Doha: An Islamic group headed by influential cleric Shaikh Yousuf Al Qaradawi on Friday demanded Pope Benedict XVI apologise to Muslims over inflammatory remarks he made in 2006.
The Qatar-based International Union of Muslim Scholars also accused the pope of fuelling “sedition” between Muslims and Christians, in a statement coinciding with the start of the pontiff’s three-day visit to Lebanon.
The union “demands the pope of the Vatican apologise to Muslims over what he said during his speech in Germany... just as he had apologised to Jews,” said the statement issued late on Thursday.
In 2006, Benedict offended Muslims by appearing to link Islam with violence in a speech at his former university in Regensburg, southern Germany.
The union, chaired by Egypt-born Al Qaradawi, said it had “tried to open dialogue with the Vatican” without success and had demanded that he “apologise but he did not.”

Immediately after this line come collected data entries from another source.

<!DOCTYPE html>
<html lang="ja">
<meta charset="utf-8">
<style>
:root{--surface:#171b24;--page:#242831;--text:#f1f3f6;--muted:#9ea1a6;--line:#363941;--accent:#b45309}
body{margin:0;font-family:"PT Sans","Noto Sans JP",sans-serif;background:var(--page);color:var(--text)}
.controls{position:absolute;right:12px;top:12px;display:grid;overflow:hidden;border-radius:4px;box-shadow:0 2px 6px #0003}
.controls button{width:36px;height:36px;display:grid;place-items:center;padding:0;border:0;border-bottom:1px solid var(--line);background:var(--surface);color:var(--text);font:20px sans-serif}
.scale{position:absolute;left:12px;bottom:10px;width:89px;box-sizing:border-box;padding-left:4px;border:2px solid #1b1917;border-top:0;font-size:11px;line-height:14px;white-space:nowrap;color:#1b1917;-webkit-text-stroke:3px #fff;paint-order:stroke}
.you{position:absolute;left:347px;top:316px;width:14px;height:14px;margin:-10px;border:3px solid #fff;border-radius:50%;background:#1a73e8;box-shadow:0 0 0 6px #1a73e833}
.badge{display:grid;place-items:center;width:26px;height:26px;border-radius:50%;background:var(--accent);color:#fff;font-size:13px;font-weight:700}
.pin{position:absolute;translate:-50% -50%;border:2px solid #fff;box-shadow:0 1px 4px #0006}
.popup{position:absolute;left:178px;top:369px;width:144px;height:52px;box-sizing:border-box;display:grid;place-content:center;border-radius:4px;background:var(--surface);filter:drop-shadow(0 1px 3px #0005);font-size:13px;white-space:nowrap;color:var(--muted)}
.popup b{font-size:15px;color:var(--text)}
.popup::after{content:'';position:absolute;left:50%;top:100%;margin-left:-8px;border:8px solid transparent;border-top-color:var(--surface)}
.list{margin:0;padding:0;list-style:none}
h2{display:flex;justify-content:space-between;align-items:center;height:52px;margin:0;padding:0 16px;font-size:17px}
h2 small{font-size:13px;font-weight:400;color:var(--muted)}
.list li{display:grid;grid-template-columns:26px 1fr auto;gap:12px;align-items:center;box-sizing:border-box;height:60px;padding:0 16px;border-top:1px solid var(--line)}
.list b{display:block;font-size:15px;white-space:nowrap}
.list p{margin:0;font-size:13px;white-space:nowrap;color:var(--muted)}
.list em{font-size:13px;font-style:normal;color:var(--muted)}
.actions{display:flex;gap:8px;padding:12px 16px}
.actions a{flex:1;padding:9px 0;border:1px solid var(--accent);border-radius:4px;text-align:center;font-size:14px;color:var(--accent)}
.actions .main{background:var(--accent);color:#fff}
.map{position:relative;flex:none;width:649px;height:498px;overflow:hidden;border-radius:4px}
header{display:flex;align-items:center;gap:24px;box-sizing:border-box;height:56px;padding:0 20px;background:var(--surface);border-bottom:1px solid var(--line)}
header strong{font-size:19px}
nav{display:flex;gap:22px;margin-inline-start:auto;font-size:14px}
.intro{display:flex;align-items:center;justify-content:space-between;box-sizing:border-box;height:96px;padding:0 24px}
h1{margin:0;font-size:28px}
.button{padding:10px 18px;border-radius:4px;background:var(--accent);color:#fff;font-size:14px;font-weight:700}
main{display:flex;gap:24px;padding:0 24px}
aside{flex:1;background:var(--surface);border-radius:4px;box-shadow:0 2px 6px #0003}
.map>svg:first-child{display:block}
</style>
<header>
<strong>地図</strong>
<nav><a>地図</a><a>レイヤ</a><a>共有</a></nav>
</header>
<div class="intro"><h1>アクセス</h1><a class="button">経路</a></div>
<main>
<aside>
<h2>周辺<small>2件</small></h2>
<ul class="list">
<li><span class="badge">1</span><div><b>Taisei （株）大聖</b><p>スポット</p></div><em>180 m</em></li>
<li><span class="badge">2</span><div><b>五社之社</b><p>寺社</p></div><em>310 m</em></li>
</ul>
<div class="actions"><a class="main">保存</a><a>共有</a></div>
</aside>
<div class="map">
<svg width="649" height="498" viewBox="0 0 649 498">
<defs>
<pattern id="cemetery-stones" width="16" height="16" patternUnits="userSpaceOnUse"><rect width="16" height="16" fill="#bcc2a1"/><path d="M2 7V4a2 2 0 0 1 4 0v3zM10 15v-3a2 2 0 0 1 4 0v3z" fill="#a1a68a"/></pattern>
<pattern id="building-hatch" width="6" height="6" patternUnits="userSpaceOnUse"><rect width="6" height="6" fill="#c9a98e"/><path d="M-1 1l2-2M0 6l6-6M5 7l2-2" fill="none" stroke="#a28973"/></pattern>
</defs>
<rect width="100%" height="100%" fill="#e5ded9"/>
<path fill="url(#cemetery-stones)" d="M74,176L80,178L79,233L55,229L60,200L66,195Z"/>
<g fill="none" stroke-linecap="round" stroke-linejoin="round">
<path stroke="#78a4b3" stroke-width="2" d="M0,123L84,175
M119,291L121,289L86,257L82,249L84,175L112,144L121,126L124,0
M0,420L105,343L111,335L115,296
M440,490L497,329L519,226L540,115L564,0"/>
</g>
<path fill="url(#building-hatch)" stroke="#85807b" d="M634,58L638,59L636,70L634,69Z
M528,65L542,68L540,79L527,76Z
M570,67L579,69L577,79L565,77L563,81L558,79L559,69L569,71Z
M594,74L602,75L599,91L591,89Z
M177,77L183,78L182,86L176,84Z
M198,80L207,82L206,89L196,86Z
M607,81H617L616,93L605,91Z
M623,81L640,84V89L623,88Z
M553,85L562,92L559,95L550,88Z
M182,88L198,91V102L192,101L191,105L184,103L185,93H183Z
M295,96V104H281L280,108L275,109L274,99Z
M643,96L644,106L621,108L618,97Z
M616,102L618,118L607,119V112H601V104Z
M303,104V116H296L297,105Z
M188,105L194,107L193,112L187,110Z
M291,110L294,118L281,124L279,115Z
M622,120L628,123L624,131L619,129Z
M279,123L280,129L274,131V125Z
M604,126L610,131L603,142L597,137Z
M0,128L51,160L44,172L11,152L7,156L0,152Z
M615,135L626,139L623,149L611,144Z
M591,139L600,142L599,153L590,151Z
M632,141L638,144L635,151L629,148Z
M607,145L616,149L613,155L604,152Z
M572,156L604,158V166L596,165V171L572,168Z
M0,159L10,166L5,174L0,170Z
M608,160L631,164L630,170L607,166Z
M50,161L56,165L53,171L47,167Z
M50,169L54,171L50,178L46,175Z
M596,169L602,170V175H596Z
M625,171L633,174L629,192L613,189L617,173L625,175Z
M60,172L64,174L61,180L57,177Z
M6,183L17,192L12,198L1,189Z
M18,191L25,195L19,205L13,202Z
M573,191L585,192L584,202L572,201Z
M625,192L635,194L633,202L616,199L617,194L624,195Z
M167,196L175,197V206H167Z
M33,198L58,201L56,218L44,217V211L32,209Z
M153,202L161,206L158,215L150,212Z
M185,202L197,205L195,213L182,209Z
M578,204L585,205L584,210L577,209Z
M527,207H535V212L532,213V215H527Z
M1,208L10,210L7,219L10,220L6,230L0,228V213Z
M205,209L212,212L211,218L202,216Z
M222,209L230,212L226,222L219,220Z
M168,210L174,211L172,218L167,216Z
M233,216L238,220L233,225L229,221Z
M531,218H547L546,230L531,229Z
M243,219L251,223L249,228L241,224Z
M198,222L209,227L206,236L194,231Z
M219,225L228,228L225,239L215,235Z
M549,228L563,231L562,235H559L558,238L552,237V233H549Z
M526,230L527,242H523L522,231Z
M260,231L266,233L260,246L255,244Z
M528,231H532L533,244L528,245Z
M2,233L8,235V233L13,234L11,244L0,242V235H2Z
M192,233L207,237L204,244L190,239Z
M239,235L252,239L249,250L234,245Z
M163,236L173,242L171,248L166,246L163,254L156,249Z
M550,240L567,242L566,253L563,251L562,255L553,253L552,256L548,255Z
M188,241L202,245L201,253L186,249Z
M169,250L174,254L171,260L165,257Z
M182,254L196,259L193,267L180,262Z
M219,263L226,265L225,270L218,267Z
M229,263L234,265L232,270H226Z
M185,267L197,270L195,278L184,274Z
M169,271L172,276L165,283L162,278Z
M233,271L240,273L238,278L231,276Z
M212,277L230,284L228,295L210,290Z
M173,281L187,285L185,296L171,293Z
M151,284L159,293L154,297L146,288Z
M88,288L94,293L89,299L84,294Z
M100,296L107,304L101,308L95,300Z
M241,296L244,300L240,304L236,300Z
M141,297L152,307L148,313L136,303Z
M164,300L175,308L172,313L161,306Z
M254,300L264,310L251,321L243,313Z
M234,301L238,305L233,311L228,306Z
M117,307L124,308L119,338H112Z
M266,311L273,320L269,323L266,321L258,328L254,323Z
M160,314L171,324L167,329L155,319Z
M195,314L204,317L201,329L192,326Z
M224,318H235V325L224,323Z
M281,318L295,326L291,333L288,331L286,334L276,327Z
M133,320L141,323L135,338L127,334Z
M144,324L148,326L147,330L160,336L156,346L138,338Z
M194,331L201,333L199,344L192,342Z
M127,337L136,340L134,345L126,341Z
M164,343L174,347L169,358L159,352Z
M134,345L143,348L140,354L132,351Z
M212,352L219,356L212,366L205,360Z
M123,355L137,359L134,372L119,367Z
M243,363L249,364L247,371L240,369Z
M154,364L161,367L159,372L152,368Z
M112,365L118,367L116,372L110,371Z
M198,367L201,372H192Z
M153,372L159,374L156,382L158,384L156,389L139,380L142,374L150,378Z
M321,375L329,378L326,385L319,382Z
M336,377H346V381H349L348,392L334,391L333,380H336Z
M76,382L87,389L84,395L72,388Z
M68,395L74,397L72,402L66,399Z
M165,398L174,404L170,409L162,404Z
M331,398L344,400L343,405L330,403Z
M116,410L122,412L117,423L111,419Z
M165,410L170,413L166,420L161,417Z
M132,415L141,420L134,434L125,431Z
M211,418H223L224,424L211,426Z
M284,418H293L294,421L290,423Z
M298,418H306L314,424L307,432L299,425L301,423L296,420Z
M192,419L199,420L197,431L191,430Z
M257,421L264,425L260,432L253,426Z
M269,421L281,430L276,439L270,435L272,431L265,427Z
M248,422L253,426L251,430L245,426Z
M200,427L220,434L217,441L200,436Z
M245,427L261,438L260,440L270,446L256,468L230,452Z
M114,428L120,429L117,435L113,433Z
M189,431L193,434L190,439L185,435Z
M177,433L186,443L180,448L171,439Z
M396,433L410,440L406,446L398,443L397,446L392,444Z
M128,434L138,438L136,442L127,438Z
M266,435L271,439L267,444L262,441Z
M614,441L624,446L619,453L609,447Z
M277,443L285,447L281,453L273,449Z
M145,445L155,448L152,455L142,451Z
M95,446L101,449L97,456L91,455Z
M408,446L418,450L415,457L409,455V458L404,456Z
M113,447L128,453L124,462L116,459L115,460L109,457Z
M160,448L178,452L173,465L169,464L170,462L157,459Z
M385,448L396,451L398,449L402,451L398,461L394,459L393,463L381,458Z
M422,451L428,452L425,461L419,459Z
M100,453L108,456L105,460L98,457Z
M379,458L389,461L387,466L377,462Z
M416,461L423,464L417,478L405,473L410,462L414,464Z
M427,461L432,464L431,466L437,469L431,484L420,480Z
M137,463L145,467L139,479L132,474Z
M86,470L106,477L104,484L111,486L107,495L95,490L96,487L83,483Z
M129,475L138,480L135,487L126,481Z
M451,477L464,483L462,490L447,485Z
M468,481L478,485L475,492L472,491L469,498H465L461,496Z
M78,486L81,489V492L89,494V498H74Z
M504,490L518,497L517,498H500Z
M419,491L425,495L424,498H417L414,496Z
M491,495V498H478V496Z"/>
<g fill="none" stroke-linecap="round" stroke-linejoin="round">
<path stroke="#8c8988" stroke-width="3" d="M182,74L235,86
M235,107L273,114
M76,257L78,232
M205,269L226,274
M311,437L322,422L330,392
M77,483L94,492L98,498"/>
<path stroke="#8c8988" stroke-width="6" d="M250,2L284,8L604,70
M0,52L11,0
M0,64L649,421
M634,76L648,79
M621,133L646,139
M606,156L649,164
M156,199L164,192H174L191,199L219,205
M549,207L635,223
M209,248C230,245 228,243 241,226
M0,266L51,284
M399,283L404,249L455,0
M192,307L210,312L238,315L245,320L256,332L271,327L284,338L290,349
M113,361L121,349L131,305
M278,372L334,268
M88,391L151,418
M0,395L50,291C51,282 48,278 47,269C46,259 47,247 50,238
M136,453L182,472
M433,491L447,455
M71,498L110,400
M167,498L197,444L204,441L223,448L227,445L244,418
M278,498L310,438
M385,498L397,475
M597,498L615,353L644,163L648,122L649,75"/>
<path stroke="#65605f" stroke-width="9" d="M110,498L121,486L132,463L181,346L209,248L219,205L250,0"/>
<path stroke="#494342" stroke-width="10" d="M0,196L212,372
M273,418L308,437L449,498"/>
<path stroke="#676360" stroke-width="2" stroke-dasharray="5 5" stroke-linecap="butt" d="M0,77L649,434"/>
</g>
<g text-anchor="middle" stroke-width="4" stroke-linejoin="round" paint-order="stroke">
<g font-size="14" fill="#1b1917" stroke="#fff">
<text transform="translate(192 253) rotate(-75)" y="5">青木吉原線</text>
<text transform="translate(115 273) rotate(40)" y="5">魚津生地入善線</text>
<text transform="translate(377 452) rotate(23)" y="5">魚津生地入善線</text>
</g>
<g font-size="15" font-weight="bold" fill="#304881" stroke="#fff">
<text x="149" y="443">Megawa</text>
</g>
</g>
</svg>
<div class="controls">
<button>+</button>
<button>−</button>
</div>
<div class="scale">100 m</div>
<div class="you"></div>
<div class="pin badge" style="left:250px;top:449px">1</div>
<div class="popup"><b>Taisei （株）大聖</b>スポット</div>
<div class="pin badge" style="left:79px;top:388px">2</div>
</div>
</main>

It accused Benedict of “fuelling sedition between partners in the same country,” referring to Muslims and Christians in Lebanon, by “planning to sign an apostolic exhortation that contains dangerous messages and ideas.”
The messages included a “warning from the Islamisation of the society and spreading fear among Christians from political Islam in the region,” said the statement.
“It is strange that at the time the pope warns from political Islam, he himself practices large-scale political Christianity,” it added, urging Benedict not to sign the “apostolic exhortation because it carries wrong false information and is intended to cause sedition between Muslims and Christians.”
The pope is expected to sign the final report on a synod of bishops he convened two years ago to study the future of Christians in the Middle East, tackling concern over their exodus.
Lebanon has been riven by sectarian tensions as fighting rages next door in Syria.